Problem to work on.
Every line from the top of the records through the line containing "1px #dbdbdb) drop-shadow(0" should be retyped exactly; the pictures should not.
BEGIN Record extracts
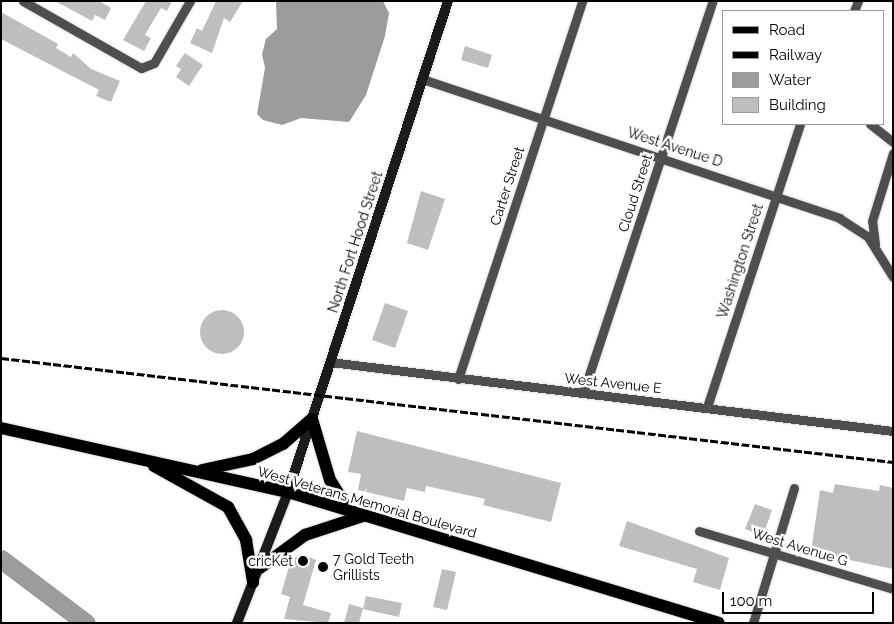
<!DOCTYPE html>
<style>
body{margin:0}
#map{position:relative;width:894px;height:624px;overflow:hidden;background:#fff;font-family:Raleway,sans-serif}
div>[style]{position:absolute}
.water>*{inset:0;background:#9c9c9c}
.river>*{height:19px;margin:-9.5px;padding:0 9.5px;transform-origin:9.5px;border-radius:9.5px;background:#9c9c9c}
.building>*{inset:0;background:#bebebe}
.round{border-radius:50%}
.roads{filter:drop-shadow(0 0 1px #dbdbdb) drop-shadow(0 0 1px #dbdbdb)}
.minor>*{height:9px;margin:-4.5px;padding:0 4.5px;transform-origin:4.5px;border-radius:4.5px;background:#4e4e4e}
.secondary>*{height:10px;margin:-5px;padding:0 5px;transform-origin:5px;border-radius:5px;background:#1b1b1b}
.primary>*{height:12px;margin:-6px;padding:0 6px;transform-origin:6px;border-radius:6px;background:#000}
.rail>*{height:3px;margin-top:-1.5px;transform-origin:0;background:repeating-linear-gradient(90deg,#000 0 8px,transparent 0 10.5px)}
.dots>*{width:14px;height:14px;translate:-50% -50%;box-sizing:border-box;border:2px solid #fff;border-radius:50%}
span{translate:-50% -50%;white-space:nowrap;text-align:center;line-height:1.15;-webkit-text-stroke:5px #fff;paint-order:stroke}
.street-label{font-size:14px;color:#000}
.poi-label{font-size:14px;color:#000}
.left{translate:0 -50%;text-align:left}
.right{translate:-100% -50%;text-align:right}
.frame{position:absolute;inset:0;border:2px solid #000;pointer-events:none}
.legend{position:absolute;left:722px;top:10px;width:162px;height:115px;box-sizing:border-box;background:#fff;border:1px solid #999;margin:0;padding:6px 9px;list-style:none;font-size:15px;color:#000}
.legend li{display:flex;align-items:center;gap:10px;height:25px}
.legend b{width:25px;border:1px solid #999}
.scale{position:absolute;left:722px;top:592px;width:152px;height:22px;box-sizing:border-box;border:2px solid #000;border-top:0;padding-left:6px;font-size:15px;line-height:18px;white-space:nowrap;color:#000;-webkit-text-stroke:4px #fff;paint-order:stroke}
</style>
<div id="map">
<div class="water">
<i style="clip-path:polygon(383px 1px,389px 13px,385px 36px,366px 95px,349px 122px,301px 118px,282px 125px,263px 120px,257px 114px,265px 68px,262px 54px,266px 39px,277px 29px,276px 2px)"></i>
</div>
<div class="river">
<i style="left:1px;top:559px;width:106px;rotate:37deg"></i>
</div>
<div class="building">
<i style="clip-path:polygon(55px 1px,99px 1px,111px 8px,105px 20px,95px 15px,92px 21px)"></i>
<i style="clip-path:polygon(146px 1px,172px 1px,167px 11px,161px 8px,149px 28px,145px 35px,151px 38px,144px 51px,123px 40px)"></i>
<i style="clip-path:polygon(216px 1px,243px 1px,230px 22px,224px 18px,212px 53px,190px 43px,197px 28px,202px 31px)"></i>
<i style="clip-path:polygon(1px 12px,58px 44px,56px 48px,71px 57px,73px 53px,91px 69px,120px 81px,111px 102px,96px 96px,99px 90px,1px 39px)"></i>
<i style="clip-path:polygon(465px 46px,492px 55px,488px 68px,461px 60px)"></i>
<i style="clip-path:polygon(185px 53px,203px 65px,189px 86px,176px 77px,181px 69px,176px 66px)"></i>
<i style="clip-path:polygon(421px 191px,445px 199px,428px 250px,407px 243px)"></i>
<i style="clip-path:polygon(385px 303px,408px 311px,395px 348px,372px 340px)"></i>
<i class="round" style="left:200px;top:310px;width:44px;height:44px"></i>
<i style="clip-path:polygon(357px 431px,561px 483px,551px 522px,483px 505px,485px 499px,426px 486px,425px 492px,407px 488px,404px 501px,358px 490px,361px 474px,348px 472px)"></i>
<i style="clip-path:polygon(835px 484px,879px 491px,880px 485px,893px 488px,893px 569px,811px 552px,820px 490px,833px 493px)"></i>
<i style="clip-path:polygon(755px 504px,772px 510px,763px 536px,745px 529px)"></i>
<i style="clip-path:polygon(627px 521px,729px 558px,720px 590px,693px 582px,697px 569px,619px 546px)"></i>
<i style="clip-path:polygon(301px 554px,316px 560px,303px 605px,331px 613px,328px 623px,284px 619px,290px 597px,281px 594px,291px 560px)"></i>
<i style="clip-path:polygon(442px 569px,456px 572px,447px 610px,433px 607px)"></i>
<i style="clip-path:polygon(366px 596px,402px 603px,399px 617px,363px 609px)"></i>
<i style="clip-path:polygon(349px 604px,363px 608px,359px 623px,344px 623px)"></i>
</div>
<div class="roads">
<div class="minor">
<i style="left:23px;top:1px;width:136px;rotate:29.6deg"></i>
<i style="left:141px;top:68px;width:14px;rotate:-21deg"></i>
<i style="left:154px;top:63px;width:72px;rotate:-59.9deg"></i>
<i style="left:854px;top:11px;width:11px;rotate:-68deg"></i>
<i style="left:422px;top:79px;width:440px;rotate:18.4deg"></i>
<i style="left:839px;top:218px;width:35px;rotate:33deg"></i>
<i style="left:868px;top:237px;width:47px;rotate:58deg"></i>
<i style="left:870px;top:124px;width:29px;rotate:38deg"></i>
<i style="left:875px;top:244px;width:23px;rotate:-97deg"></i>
<i style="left:872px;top:221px;width:71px;rotate:-72.8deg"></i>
<i style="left:330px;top:362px;width:567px;rotate:6.99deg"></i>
<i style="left:458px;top:379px;width:398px;rotate:-71.8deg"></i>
<i style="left:583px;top:393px;width:413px;rotate:-71.7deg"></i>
<i style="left:707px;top:407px;width:298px;rotate:-71.8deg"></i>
<i style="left:699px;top:531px;width:202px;rotate:16.6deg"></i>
<i style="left:753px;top:623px;width:141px;rotate:-73.1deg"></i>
</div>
<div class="secondary">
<i style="left:237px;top:623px;width:141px;rotate:-68.7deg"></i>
<i style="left:288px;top:492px;width:516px;rotate:-71.95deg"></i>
</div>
<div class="primary">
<i style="left:1px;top:428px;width:294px;rotate:12.6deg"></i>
<i style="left:288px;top:492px;width:450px;rotate:16.9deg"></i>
<i style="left:154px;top:466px;width:85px;rotate:29deg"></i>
<i style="left:228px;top:507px;width:38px;rotate:61deg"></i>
<i style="left:246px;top:540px;width:43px;rotate:80.5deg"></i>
<i style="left:202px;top:470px;width:52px;rotate:-12.2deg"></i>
<i style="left:253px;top:459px;width:34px;rotate:-27deg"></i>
<i style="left:283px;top:444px;width:38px;rotate:-41deg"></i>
<i style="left:312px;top:419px;width:64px;rotate:73.6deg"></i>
<i style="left:330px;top:480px;width:34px;rotate:58deg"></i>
<i style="left:260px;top:568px;width:56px;rotate:-36.3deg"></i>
<i style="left:305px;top:535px;width:64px;rotate:-18.2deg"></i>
</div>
</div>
<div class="rail">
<i style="left:1px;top:358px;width:898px;rotate:6.65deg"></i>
</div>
<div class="dots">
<i style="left:303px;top:561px;background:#000"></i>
<i style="left:323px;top:567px;background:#000"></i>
</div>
<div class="street-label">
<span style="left:675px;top:147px;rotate:18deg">West Avenue D</span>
<span style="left:507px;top:186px;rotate:-72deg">Carter Street</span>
<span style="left:635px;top:193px;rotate:-72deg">Cloud Street</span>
<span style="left:355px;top:242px;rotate:-72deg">North Fort Hood Street</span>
<span style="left:740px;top:261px;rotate:-72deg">Washington Street</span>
<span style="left:613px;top:383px;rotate:6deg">West Avenue E</span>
<span style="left:367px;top:502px;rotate:16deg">West Veterans Memorial Boulevard</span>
<span style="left:800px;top:547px;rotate:17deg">West Avenue G</span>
</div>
<div class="poi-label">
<span class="left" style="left:333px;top:567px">7 Gold Teeth<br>Grillists</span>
<span class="right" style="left:293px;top:561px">cricKet</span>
</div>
<div class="frame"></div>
<ul class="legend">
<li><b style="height:6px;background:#000"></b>Road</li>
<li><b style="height:6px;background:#000"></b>Railway</li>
<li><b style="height:14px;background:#9c9c9c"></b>Water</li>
<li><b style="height:14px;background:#bebebe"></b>Building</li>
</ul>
<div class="scale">100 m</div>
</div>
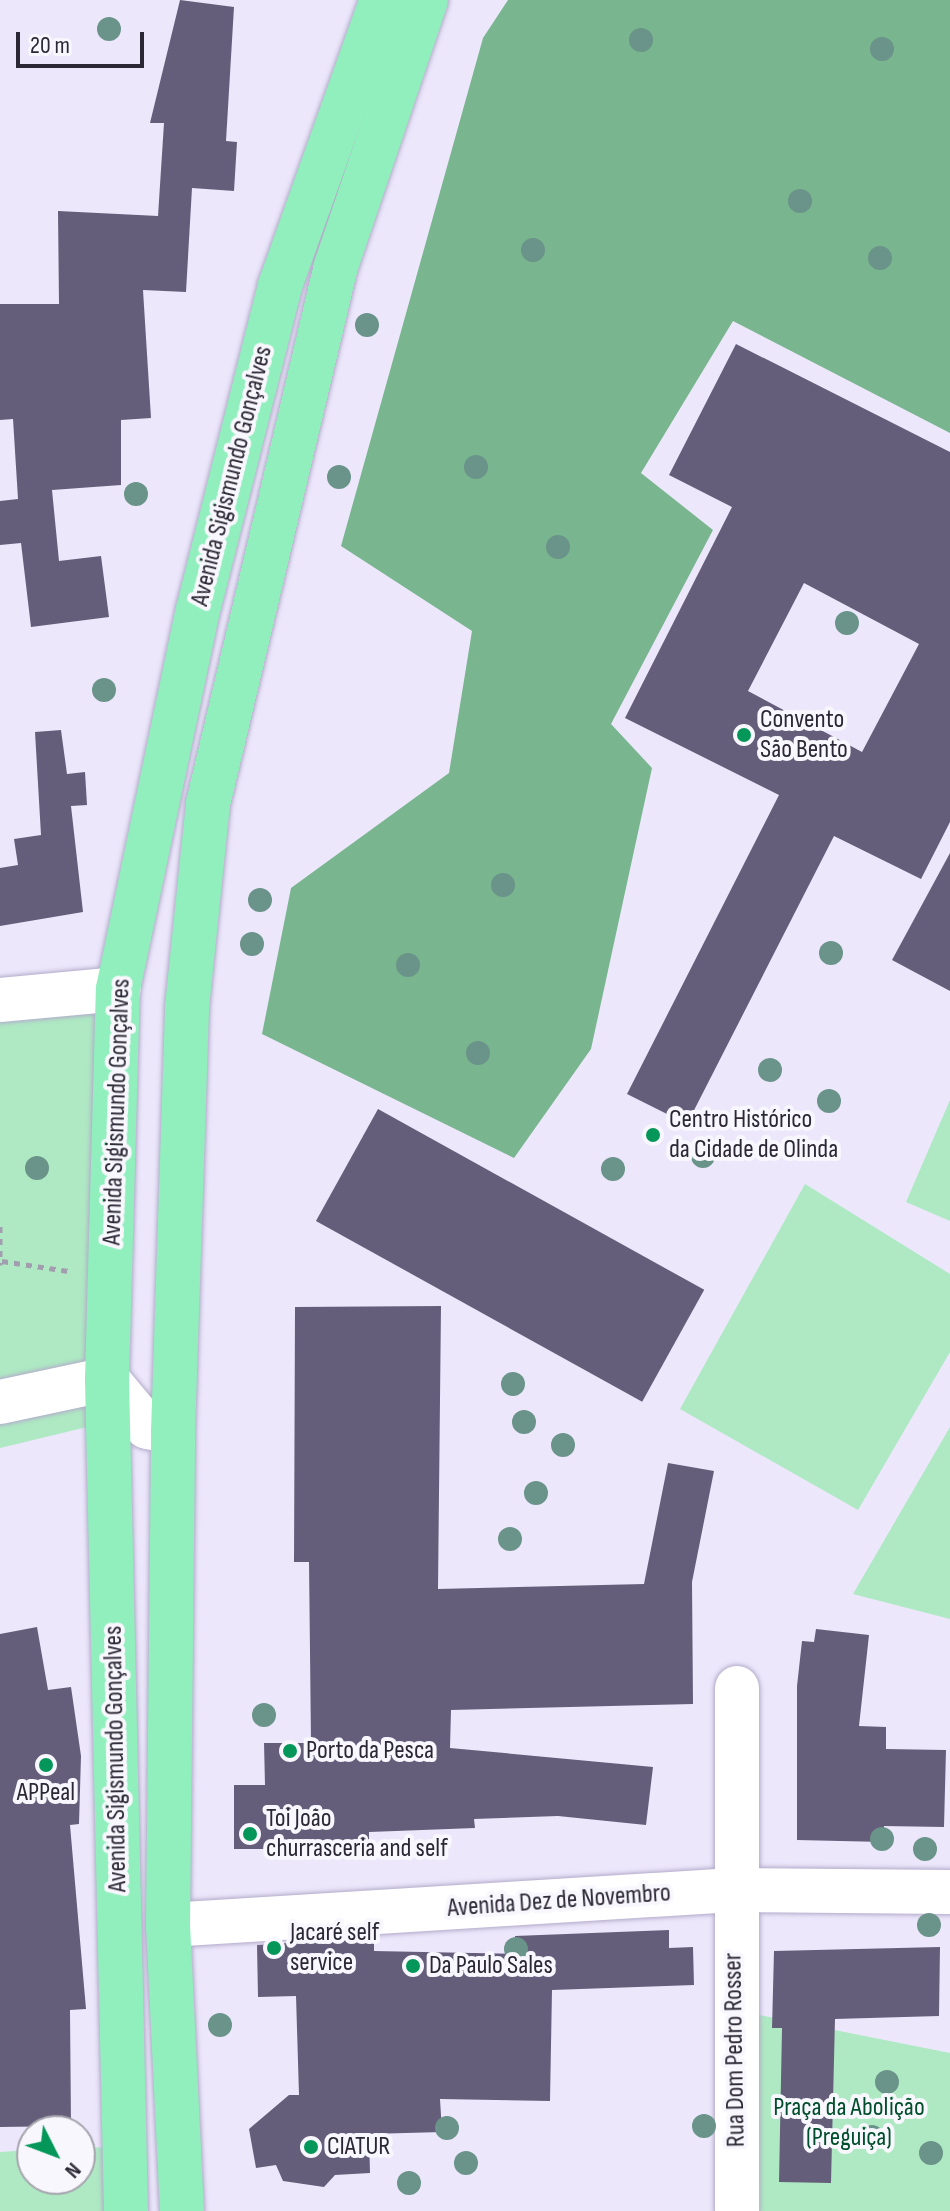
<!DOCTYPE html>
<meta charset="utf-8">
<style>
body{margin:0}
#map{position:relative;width:950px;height:2211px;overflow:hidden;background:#ece7fb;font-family:"Sofia Sans Condensed",sans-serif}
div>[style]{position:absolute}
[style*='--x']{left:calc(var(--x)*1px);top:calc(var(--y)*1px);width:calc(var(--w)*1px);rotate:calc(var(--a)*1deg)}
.green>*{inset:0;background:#aee9c3}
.forest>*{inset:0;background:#79b58f}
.building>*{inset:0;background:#655e7a;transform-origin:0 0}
.path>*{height:5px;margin-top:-2.5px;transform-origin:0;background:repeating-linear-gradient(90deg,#a29daf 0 6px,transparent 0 12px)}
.roads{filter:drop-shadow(0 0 2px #b3abca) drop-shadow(0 0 2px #b3abca)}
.street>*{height:44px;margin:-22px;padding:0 22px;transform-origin:22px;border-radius:22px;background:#fff}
.primary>*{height:44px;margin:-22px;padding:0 22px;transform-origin:22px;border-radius:22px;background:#91efbe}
.trees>*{width:24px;height:24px;margin:-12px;border-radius:50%;background:#6a9389}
.dots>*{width:22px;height:22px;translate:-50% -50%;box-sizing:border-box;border:4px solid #f8f7fd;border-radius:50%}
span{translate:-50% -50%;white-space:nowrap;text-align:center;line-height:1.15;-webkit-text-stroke:8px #f8f7fd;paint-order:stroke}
.street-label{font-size:26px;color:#2b2734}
.poi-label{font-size:26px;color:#2b2734}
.left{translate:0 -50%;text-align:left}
.park-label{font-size:26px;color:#004e2b}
.north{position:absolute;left:16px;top:2115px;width:80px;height:80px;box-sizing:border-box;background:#f8f7fd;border:2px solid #a6a4ad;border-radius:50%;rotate:132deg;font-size:22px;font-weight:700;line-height:32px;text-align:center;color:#2b2734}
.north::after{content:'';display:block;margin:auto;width:28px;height:36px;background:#059759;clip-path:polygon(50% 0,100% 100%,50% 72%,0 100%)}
.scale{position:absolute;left:16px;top:32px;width:128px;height:36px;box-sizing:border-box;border:4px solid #2b2734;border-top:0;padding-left:10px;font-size:24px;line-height:28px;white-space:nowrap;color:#2b2734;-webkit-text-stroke:6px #f8f7fd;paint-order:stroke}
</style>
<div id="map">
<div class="green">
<i style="clip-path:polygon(114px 993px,108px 1422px,0 1448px,0 1009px)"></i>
<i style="clip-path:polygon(950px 1100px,950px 1221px,906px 1202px)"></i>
<i style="clip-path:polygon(805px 1184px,950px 1274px,950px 1352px,858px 1510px,680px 1409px)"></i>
<i style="clip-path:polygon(950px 1427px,950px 1619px,853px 1594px)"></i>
<i style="clip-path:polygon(759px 2015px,950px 2053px,950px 2211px,760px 2211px)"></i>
<i style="clip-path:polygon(112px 2147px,111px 2211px,0 2211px,0 2152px,32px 2150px,32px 2179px,80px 2179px,80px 2148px)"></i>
</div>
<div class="forest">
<i style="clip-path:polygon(508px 0,950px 0,950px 433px,733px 321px,641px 473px,713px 530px,611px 724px,652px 768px,591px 1049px,514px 1158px,262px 1034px,291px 888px,449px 773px,472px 631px,341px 546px,483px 38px)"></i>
</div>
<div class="building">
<i style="clip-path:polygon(180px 0,234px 7px,226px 141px,237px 142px,234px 191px,192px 188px,186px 292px,143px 290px,151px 418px,121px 420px,121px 485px,52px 490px,59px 561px,101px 556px,109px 617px,31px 627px,21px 543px,0 545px,0 501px,18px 499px,13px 419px,0 420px,0 304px,59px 304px,58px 211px,158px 216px,164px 123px,150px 123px)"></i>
<i style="clip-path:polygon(evenodd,736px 344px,950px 452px,950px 822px,921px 879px,834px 836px,687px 1124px,627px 1094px,779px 795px,625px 718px,732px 507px,669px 475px,736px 344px,804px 583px,919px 644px,862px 752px,748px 691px,804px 583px)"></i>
<i style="clip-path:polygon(61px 730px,67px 774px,85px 772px,87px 805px,71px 806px,83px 912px,0 926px,0 868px,18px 865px,14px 839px,41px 835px,35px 732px)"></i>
<i style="clip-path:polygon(950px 853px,950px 991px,892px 960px)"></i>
<i style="left:378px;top:1109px;width:373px;height:128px;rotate:29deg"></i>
<i style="clip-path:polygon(441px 1306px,438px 1589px,644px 1584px,668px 1463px,714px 1471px,692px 1582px,693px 1704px,451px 1710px,450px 1748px,653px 1767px,646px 1825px,558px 1816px,474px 1819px,475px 1828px,369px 1832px,369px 1849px,234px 1849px,234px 1785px,265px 1785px,264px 1743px,311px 1743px,309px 1562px,294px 1562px,295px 1307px)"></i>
<i style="clip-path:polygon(37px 1627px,48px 1690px,71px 1687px,81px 1756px,79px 1824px,70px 1825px,86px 2009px,70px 2010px,71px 2126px,0 2127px,0 1634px)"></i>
<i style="clip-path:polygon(816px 1629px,869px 1635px,859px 1726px,886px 1727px,886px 1749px,946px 1750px,944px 1827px,884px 1826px,884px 1842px,797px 1840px,797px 1686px,802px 1641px,814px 1642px)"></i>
<i style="clip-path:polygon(669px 1930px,669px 1948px,693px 1947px,694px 1985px,552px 1990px,550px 2101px,440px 2099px,442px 2132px,369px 2134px,370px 2173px,335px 2175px,324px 2187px,283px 2181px,276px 2165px,256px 2168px,249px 2129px,289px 2095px,299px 2095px,296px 1996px,258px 1997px,257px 1945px,374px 1937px,374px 1951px,516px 1954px,515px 1936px)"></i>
<i style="clip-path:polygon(940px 1947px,939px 2016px,835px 2019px,831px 2183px,779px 2182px,782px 2028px,772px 2028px,774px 1951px)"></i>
</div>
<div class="path">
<i style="--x:0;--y:1226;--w:39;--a:90"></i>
<i style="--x:2;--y:1261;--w:67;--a:8.6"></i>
</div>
<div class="roads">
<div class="street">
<i style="--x:0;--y:1000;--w:119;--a:-5.3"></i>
<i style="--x:0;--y:1402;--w:109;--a:-12.1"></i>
<i style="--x:107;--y:1379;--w:62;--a:50.2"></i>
<i style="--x:147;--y:1427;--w:26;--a:11"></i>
<i style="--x:168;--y:1925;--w:566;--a:-3.54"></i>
<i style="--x:733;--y:1890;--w:217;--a:0.5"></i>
<i style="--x:737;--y:2211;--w:523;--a:-90"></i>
</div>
<div class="primary">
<i style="--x:126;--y:2211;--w:832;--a:-91.31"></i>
<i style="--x:107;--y:1379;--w:390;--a:-88.4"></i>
<i style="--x:118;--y:989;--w:387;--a:-78.1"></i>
<i style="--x:198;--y:610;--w:334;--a:-75.8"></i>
<i style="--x:280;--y:286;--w:304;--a:-70.4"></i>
<i style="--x:182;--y:2211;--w:286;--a:-92.8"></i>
<i style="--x:168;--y:1925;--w:493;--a:-89.4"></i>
<i style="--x:173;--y:1432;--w:425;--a:-88.1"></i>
<i style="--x:187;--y:1007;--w:204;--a:-84.1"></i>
<i style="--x:208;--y:804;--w:553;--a:-76.62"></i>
<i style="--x:336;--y:266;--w:281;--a:-71.3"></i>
</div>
</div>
<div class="trees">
<i style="left:109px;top:29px"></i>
<i style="left:641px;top:40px"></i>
<i style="left:882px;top:49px"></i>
<i style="left:800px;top:201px"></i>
<i style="left:533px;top:250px"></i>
<i style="left:880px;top:258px"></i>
<i style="left:367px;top:325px"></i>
<i style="left:476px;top:467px"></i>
<i style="left:339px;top:477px"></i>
<i style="left:136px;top:494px"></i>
<i style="left:558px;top:547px"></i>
<i style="left:847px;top:623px"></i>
<i style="left:104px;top:690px"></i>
<i style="left:503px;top:885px"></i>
<i style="left:260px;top:900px"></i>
<i style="left:252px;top:944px"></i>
<i style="left:831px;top:953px"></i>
<i style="left:408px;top:965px"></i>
<i style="left:478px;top:1053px"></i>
<i style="left:770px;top:1070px"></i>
<i style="left:829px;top:1101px"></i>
<i style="left:703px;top:1156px"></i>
<i style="left:37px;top:1168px"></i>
<i style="left:613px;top:1169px"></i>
<i style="left:513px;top:1384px"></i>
<i style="left:524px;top:1422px"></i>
<i style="left:563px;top:1445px"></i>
<i style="left:536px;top:1493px"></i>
<i style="left:510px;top:1539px"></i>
<i style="left:264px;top:1715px"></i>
<i style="left:882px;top:1839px"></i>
<i style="left:925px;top:1849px"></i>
<i style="left:929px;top:1925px"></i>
<i style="left:516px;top:1949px"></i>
<i style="left:220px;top:2025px"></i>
<i style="left:887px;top:2082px"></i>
<i style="left:704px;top:2126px"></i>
<i style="left:447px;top:2128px"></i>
<i style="left:872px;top:2137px"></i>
<i style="left:931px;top:2153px"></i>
<i style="left:466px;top:2163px"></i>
<i style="left:409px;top:2183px"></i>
</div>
<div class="dots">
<i style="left:744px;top:735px;background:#059759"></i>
<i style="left:653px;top:1135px;background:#059759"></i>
<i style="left:290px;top:1751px;background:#059759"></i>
<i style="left:46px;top:1765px;background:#059759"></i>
<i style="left:250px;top:1834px;background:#059759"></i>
<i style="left:274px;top:1948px;background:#059759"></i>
<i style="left:413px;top:1966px;background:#059759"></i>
<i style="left:311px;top:2147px;background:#059759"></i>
</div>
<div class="street-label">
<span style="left:232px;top:476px;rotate:-76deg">Avenida Sigismundo Gonçalves</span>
<span style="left:117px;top:1112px;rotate:-88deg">Avenida Sigismundo Gonçalves</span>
<span style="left:116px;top:1759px;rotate:-91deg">Avenida Sigismundo Gonçalves</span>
<span style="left:559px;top:1901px;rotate:-4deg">Avenida Dez de Novembro</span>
<span style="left:735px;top:2050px;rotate:-91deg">Rua Dom Pedro Rosser</span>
</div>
<div class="poi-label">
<span class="left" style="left:760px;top:735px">Convento<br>São Bento</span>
<span class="left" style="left:669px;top:1135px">Centro Histórico<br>da Cidade de Olinda</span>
<span class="left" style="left:306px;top:1751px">Porto da Pesca</span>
<span style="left:46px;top:1793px">APPeal</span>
<span class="left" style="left:266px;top:1834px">Toi João<br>churrasceria and self</span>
<span class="left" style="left:290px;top:1948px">Jacaré self<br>service</span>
<span class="left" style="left:429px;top:1966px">Da Paulo Sales</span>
<span class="left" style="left:327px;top:2147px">CIATUR</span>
</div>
<div class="park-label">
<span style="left:849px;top:2123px">Praça da Abolição<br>(Preguiça)</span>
</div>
<div class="north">N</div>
<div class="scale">20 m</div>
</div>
END Record extracts
Result of this task.
<!DOCTYPE html>
<style>
body{margin:0}
#map{position:relative;width:894px;height:624px;overflow:hidden;background:#fff;font-family:Raleway,sans-serif}
div>[style]{position:absolute}
.water>*{inset:0;background:#9c9c9c}
.river>*{height:19px;margin:-9.5px;padding:0 9.5px;transform-origin:9.5px;border-radius:9.5px;background:#9c9c9c}
.building>*{inset:0;background:#bebebe}
.round{border-radius:50%}
.roads{filter:drop-shadow(0 0 1px #dbdbdb) drop-shadow(0 0 1px #dbdbdb)}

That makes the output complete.